Your objective: This exercise calls for every line of the data below with the string "lists" in it.

Data extract:

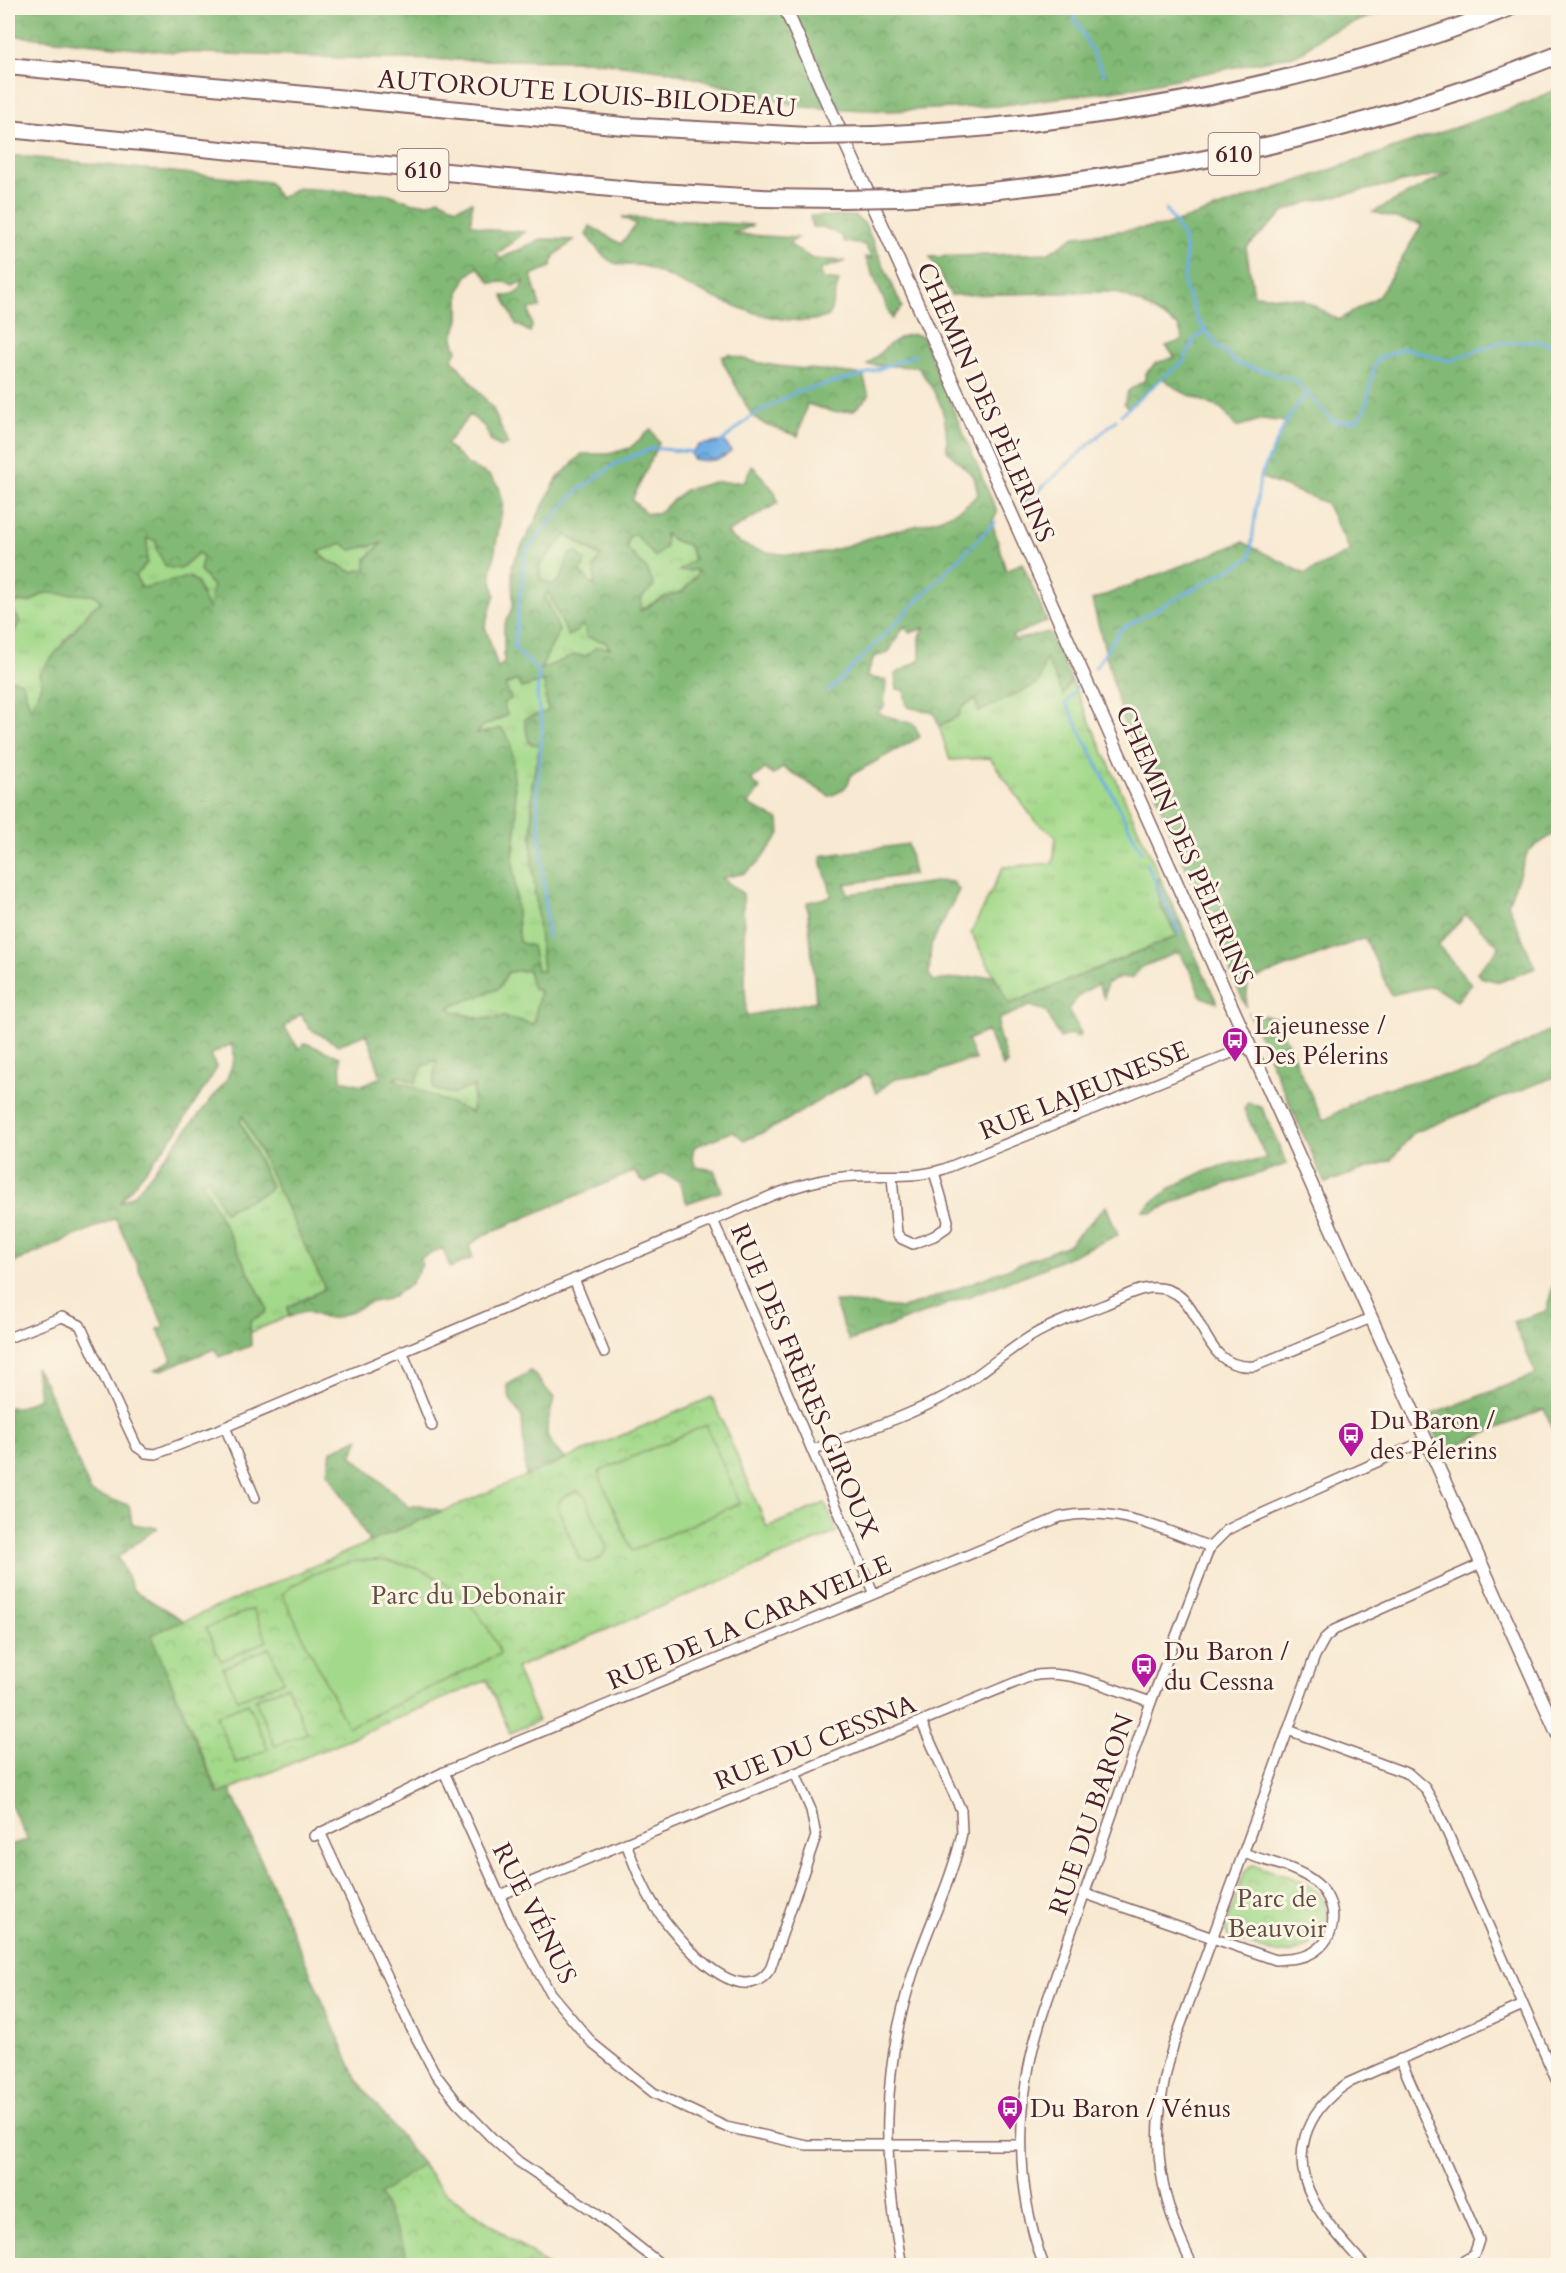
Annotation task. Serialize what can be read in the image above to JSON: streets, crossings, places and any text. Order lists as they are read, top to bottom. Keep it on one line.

* * *

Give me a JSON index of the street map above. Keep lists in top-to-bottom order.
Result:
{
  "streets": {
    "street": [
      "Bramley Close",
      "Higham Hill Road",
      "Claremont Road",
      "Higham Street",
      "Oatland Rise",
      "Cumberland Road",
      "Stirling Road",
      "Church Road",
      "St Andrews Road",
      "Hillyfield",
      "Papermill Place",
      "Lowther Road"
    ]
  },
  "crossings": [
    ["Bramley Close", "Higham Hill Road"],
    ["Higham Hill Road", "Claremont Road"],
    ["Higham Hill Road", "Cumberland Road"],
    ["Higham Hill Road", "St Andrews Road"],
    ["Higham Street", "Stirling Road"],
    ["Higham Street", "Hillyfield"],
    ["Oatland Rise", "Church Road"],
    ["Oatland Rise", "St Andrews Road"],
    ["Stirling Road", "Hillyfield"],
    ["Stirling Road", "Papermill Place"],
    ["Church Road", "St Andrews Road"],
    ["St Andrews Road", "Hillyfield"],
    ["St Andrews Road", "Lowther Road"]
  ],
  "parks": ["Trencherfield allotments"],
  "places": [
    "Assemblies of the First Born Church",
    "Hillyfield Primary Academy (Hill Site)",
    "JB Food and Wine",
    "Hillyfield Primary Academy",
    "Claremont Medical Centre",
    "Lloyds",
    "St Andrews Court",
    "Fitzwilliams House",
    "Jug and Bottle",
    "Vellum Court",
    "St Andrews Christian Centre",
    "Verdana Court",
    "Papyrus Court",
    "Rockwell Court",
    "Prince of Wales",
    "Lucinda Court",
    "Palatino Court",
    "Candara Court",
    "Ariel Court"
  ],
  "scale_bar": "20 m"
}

Reply to the task:
Annotation task. Serialize what can be read in the image above to JSON: streets, crossings, places and any text. Order lists as they are read, top to bottom. Keep it on one line.
Give me a JSON index of the street map above. Keep lists in top-to-bottom order.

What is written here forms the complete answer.